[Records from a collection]
━━━━━━

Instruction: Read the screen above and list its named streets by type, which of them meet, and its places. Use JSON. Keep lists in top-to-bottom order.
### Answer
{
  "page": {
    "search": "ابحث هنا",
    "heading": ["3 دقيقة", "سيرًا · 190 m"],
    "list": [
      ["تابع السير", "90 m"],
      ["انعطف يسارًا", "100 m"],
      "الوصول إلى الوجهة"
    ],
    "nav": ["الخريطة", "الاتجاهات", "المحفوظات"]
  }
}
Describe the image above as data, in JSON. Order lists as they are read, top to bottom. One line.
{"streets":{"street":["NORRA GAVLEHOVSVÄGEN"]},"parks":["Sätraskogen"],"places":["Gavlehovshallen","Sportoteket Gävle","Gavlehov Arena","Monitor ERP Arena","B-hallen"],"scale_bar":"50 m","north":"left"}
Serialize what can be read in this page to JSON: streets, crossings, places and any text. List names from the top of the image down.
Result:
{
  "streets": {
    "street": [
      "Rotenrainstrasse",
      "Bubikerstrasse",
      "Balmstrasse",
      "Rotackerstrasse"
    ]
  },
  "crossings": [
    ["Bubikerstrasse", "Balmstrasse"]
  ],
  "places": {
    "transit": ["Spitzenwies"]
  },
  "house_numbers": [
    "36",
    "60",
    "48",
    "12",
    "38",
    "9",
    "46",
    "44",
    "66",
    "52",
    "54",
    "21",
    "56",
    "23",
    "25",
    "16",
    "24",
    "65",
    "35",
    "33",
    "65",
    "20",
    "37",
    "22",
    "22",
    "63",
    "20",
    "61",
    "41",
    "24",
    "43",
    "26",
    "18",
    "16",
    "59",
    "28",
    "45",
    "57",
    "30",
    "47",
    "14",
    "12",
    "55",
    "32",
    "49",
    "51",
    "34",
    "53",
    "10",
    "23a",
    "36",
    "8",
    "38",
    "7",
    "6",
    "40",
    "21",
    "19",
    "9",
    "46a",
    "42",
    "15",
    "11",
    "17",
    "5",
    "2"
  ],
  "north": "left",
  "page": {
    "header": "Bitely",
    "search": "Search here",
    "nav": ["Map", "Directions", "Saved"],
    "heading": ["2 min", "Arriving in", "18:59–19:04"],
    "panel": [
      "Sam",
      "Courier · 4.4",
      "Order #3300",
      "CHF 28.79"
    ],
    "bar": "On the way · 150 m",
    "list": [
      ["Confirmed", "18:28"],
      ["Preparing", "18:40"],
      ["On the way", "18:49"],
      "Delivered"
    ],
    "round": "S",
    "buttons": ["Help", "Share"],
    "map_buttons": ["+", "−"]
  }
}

━━━━━━

→ **PROBLEM REQUIREMENTS**
A faithful copy of all the records is required.

→ **RESULT OF THIS EXERCISE**
Instruction: Read the screen above and list its named streets by type, which of them meet, and its places. Use JSON. Keep lists in top-to-bottom order.
### Answer
{
  "page": {
    "search": "ابحث هنا",
    "heading": ["3 دقيقة", "سيرًا · 190 m"],
    "list": [
      ["تابع السير", "90 m"],
      ["انعطف يسارًا", "100 m"],
      "الوصول إلى الوجهة"
    ],
    "nav": ["الخريطة", "الاتجاهات", "المحفوظات"]
  }
}
Describe the image above as data, in JSON. Order lists as they are read, top to bottom. One line.
{"streets":{"street":["NORRA GAVLEHOVSVÄGEN"]},"parks":["Sätraskogen"],"places":["Gavlehovshallen","Sportoteket Gävle","Gavlehov Arena","Monitor ERP Arena","B-hallen"],"scale_bar":"50 m","north":"left"}
Serialize what can be read in this page to JSON: streets, crossings, places and any text. List names from the top of the image down.
Result:
{
  "streets": {
    "street": [
      "Rotenrainstrasse",
      "Bubikerstrasse",
      "Balmstrasse",
      "Rotackerstrasse"
    ]
  },
  "crossings": [
    ["Bubikerstrasse", "Balmstrasse"]
  ],
  "places": {
    "transit": ["Spitzenwies"]
  },
  "house_numbers": [
    "36",
    "60",
    "48",
    "12",
    "38",
    "9",
    "46",
    "44",
    "66",
    "52",
    "54",
    "21",
    "56",
    "23",
    "25",
    "16",
    "24",
    "65",
    "35",
    "33",
    "65",
    "20",
    "37",
    "22",
    "22",
    "63",
    "20",
    "61",
    "41",
    "24",
    "43",
    "26",
    "18",
    "16",
    "59",
    "28",
    "45",
    "57",
    "30",
    "47",
    "14",
    "12",
    "55",
    "32",
    "49",
    "51",
    "34",
    "53",
    "10",
    "23a",
    "36",
    "8",
    "38",
    "7",
    "6",
    "40",
    "21",
    "19",
    "9",
    "46a",
    "42",
    "15",
    "11",
    "17",
    "5",
    "2"
  ],
  "north": "left",
  "page": {
    "header": "Bitely",
    "search": "Search here",
    "nav": ["Map", "Directions", "Saved"],
    "heading": ["2 min", "Arriving in", "18:59–19:04"],
    "panel": [
      "Sam",
      "Courier · 4.4",
      "Order #3300",
      "CHF 28.79"
    ],
    "bar": "On the way · 150 m",
    "list": [
      ["Confirmed", "18:28"],
      ["Preparing", "18:40"],
      ["On the way", "18:49"],
      "Delivered"
    ],
    "round": "S",
    "buttons": ["Help", "Share"],
    "map_buttons": ["+", "−"]
  }
}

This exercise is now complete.